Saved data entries
* * * * * * *

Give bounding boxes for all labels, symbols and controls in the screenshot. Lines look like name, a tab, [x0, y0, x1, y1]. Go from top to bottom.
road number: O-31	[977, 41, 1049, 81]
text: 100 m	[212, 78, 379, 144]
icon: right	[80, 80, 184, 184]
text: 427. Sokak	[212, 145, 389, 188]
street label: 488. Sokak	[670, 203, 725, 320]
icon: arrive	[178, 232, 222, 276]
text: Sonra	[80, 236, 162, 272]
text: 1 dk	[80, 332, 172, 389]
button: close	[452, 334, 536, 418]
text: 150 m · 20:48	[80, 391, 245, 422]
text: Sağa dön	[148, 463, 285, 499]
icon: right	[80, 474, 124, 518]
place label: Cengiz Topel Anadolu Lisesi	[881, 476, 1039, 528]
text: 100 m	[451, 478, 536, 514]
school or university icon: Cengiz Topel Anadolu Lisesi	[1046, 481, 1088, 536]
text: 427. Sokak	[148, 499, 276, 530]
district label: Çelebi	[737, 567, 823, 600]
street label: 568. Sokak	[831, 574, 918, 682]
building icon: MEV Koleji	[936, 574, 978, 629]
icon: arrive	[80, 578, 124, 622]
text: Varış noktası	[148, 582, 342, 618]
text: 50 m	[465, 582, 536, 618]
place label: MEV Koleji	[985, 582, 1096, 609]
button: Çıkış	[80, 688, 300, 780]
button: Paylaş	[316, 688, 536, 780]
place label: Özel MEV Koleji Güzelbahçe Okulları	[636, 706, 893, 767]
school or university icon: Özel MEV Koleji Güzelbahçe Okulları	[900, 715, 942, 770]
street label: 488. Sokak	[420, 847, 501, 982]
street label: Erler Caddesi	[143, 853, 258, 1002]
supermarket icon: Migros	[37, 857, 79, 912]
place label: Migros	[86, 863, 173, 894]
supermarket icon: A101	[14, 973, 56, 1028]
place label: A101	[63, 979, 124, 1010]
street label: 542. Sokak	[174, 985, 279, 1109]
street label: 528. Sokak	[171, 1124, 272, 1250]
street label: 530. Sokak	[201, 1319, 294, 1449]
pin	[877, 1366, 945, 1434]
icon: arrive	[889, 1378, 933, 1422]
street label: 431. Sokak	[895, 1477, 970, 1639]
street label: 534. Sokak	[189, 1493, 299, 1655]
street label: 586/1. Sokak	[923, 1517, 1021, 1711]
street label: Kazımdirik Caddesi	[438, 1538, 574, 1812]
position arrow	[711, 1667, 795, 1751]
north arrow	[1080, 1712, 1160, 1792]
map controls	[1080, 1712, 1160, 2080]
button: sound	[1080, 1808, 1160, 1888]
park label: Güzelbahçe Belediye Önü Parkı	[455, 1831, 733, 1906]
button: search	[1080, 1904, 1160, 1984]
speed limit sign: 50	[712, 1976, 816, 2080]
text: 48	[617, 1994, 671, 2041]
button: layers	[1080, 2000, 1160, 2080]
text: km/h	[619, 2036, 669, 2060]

* * * * * * *

→ WORK INSTRUCTION
Give all the records above again, wording unchanged.

→ RESPONSE BELOW
Give bounding boxes for all labels, symbols and controls in the screenshot. Lines look like name, a tab, [x0, y0, x1, y1]. Go from top to bottom.
road number: O-31	[977, 41, 1049, 81]
text: 100 m	[212, 78, 379, 144]
icon: right	[80, 80, 184, 184]
text: 427. Sokak	[212, 145, 389, 188]
street label: 488. Sokak	[670, 203, 725, 320]
icon: arrive	[178, 232, 222, 276]
text: Sonra	[80, 236, 162, 272]
text: 1 dk	[80, 332, 172, 389]
button: close	[452, 334, 536, 418]
text: 150 m · 20:48	[80, 391, 245, 422]
text: Sağa dön	[148, 463, 285, 499]
icon: right	[80, 474, 124, 518]
place label: Cengiz Topel Anadolu Lisesi	[881, 476, 1039, 528]
text: 100 m	[451, 478, 536, 514]
school or university icon: Cengiz Topel Anadolu Lisesi	[1046, 481, 1088, 536]
text: 427. Sokak	[148, 499, 276, 530]
district label: Çelebi	[737, 567, 823, 600]
street label: 568. Sokak	[831, 574, 918, 682]
building icon: MEV Koleji	[936, 574, 978, 629]
icon: arrive	[80, 578, 124, 622]
text: Varış noktası	[148, 582, 342, 618]
text: 50 m	[465, 582, 536, 618]
place label: MEV Koleji	[985, 582, 1096, 609]
button: Çıkış	[80, 688, 300, 780]
button: Paylaş	[316, 688, 536, 780]
place label: Özel MEV Koleji Güzelbahçe Okulları	[636, 706, 893, 767]
school or university icon: Özel MEV Koleji Güzelbahçe Okulları	[900, 715, 942, 770]
street label: 488. Sokak	[420, 847, 501, 982]
street label: Erler Caddesi	[143, 853, 258, 1002]
supermarket icon: Migros	[37, 857, 79, 912]
place label: Migros	[86, 863, 173, 894]
supermarket icon: A101	[14, 973, 56, 1028]
place label: A101	[63, 979, 124, 1010]
street label: 542. Sokak	[174, 985, 279, 1109]
street label: 528. Sokak	[171, 1124, 272, 1250]
street label: 530. Sokak	[201, 1319, 294, 1449]
pin	[877, 1366, 945, 1434]
icon: arrive	[889, 1378, 933, 1422]
street label: 431. Sokak	[895, 1477, 970, 1639]
street label: 534. Sokak	[189, 1493, 299, 1655]
street label: 586/1. Sokak	[923, 1517, 1021, 1711]
street label: Kazımdirik Caddesi	[438, 1538, 574, 1812]
position arrow	[711, 1667, 795, 1751]
north arrow	[1080, 1712, 1160, 1792]
map controls	[1080, 1712, 1160, 2080]
button: sound	[1080, 1808, 1160, 1888]
park label: Güzelbahçe Belediye Önü Parkı	[455, 1831, 733, 1906]
button: search	[1080, 1904, 1160, 1984]
speed limit sign: 50	[712, 1976, 816, 2080]
text: 48	[617, 1994, 671, 2041]
button: layers	[1080, 2000, 1160, 2080]
text: km/h	[619, 2036, 669, 2060]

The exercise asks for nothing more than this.